In rendering the foregoing opinions, we have assumed that: (i) the Registration Statement, and any amendments thereto, shall have become effective under the Securities Act and will remain effective, (ii) the Resale Shares will be sold by the Selling Stockholders in the manner contemplated by the Resale Prospectus; (iii) the Resale Prospectus will be timely filed with the Commission; and (iv) Resale Shares will be issued in compliance with applicable federal and state securities laws.
Our opinion is limited to the applicable statutory provisions of the Nevada Private Corporations Chapter of the Nevada Revised Statutes, Nev. Rev. Stat. 78, including interpretations thereof in published decisions of the Nevada courts, and applicable provisions of the Nevada Constitution, and the federal laws of the United States of America. We are not rendering any opinion as to compliance with any federal or state antifraud law, rule, or regulation relating to securities, or to the sale or issuance thereof.

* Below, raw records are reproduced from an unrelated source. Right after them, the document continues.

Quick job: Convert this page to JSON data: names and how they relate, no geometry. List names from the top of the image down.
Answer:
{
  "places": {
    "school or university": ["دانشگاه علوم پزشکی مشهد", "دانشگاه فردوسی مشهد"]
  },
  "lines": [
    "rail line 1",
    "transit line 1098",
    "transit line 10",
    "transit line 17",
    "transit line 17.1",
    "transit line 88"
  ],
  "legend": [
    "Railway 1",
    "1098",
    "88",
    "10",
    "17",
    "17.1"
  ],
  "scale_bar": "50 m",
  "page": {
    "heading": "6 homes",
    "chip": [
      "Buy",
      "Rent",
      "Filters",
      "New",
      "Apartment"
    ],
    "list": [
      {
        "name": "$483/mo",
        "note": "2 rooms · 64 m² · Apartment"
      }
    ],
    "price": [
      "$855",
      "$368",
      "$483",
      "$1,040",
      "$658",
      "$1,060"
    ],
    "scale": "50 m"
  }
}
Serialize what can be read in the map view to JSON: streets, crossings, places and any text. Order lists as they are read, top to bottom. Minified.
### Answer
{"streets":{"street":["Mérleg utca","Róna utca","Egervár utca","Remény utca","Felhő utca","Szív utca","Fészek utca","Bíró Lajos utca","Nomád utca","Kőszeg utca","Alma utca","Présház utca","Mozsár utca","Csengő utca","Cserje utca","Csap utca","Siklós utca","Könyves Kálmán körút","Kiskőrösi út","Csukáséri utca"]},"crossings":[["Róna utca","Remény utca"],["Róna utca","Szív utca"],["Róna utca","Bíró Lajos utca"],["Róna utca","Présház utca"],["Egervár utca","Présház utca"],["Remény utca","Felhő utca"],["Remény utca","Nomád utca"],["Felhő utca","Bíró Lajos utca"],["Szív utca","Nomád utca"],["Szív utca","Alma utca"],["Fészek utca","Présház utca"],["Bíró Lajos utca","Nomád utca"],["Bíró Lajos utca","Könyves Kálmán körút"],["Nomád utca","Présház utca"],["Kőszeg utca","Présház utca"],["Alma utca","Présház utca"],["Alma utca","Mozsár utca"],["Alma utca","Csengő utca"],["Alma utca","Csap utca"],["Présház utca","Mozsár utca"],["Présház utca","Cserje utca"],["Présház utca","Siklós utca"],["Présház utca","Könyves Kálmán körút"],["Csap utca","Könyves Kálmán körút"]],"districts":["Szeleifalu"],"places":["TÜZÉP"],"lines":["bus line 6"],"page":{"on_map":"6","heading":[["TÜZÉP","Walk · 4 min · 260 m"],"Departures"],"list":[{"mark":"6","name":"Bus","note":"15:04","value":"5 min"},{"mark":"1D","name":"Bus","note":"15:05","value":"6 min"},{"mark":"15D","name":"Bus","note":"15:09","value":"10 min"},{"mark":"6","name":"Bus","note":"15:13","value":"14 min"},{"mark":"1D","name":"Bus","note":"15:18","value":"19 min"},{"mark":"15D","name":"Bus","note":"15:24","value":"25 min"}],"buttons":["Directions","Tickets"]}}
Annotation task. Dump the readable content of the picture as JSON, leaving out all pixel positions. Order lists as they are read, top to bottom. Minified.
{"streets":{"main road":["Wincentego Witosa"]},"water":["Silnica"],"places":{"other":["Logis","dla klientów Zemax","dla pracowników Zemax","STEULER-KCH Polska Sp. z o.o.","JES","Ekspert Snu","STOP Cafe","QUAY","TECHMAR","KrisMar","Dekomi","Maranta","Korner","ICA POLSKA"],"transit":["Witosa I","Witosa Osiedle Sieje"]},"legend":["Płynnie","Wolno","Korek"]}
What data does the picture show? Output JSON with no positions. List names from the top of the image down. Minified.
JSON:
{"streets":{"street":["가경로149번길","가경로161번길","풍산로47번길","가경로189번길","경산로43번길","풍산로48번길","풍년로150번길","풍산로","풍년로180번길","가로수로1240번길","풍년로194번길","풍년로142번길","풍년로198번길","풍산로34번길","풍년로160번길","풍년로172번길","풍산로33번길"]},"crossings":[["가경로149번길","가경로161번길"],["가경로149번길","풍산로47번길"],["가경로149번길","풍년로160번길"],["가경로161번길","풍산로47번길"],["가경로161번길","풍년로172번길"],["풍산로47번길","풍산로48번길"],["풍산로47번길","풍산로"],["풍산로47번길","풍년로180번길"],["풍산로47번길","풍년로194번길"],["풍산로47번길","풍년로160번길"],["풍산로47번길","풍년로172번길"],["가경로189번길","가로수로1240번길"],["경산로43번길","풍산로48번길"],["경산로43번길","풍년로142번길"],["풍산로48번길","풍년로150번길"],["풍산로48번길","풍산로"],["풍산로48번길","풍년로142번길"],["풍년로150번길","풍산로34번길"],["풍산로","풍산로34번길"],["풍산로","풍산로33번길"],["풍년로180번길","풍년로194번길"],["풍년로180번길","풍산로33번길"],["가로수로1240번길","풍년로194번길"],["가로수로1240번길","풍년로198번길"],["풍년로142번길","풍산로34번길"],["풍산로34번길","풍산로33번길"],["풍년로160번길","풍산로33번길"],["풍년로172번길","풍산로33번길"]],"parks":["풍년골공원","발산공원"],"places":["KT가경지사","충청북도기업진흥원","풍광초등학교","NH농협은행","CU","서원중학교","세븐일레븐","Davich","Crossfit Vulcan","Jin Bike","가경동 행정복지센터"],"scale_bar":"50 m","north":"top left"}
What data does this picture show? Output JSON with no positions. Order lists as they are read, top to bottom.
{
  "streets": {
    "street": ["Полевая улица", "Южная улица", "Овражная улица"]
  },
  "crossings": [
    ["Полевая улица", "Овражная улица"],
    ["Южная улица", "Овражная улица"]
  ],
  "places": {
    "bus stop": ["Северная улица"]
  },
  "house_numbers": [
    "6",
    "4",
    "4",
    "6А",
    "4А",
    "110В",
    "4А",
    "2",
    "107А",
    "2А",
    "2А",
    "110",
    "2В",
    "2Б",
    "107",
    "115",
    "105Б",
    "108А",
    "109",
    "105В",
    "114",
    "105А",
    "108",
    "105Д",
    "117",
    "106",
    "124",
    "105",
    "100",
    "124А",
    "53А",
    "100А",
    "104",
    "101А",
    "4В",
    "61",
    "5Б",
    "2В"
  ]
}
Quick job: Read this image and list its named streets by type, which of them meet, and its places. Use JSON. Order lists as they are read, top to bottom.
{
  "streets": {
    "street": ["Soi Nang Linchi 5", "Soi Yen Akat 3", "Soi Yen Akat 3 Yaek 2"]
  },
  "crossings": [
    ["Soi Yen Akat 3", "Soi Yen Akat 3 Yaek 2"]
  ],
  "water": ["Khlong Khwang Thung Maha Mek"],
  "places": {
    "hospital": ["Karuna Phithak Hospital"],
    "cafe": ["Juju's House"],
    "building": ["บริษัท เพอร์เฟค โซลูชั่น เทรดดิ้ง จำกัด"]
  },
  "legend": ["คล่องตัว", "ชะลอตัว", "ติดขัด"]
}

We hereby consent to the use of this opinion as an exhibit to the Registration Statement and to the reference made to our name under the caption “Legal Matters” in the Registration Statement and in the prospectus forming a part thereof. In giving this consent, we do not thereby admit that we are within the category of persons whose consent is required under Section 7 of the Act or the rules and regulations of the Commission promulgated thereunder.